=== Begin Enclosure ===

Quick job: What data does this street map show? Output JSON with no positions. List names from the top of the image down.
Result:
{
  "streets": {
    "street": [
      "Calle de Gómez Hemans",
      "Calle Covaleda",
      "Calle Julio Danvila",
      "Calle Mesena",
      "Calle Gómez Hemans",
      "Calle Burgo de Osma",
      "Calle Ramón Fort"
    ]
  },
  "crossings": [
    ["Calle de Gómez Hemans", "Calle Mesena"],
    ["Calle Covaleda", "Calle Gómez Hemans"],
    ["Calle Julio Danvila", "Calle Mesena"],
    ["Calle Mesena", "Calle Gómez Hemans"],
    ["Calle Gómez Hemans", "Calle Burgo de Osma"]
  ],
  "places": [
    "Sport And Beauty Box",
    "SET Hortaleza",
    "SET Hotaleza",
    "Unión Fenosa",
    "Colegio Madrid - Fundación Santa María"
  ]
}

=== End Enclosure ===

Your answer must contain every line of the records, exactly.

Quick job: What data does this street map show? Output JSON with no positions. List names from the top of the image down.
Result:
{
  "streets": {
    "street": [
      "Calle de Gómez Hemans",
      "Calle Covaleda",
      "Calle Julio Danvila",
      "Calle Mesena",
      "Calle Gómez Hemans",
      "Calle Burgo de Osma",
      "Calle Ramón Fort"
    ]
  },
  "crossings": [
    ["Calle de Gómez Hemans", "Calle Mesena"],
    ["Calle Covaleda", "Calle Gómez Hemans"],
    ["Calle Julio Danvila", "Calle Mesena"],
    ["Calle Mesena", "Calle Gómez Hemans"],
    ["Calle Gómez Hemans", "Calle Burgo de Osma"]
  ],
  "places": [
    "Sport And Beauty Box",
    "SET Hortaleza",
    "SET Hotaleza",
    "Unión Fenosa",
    "Colegio Madrid - Fundación Santa María"
  ]
}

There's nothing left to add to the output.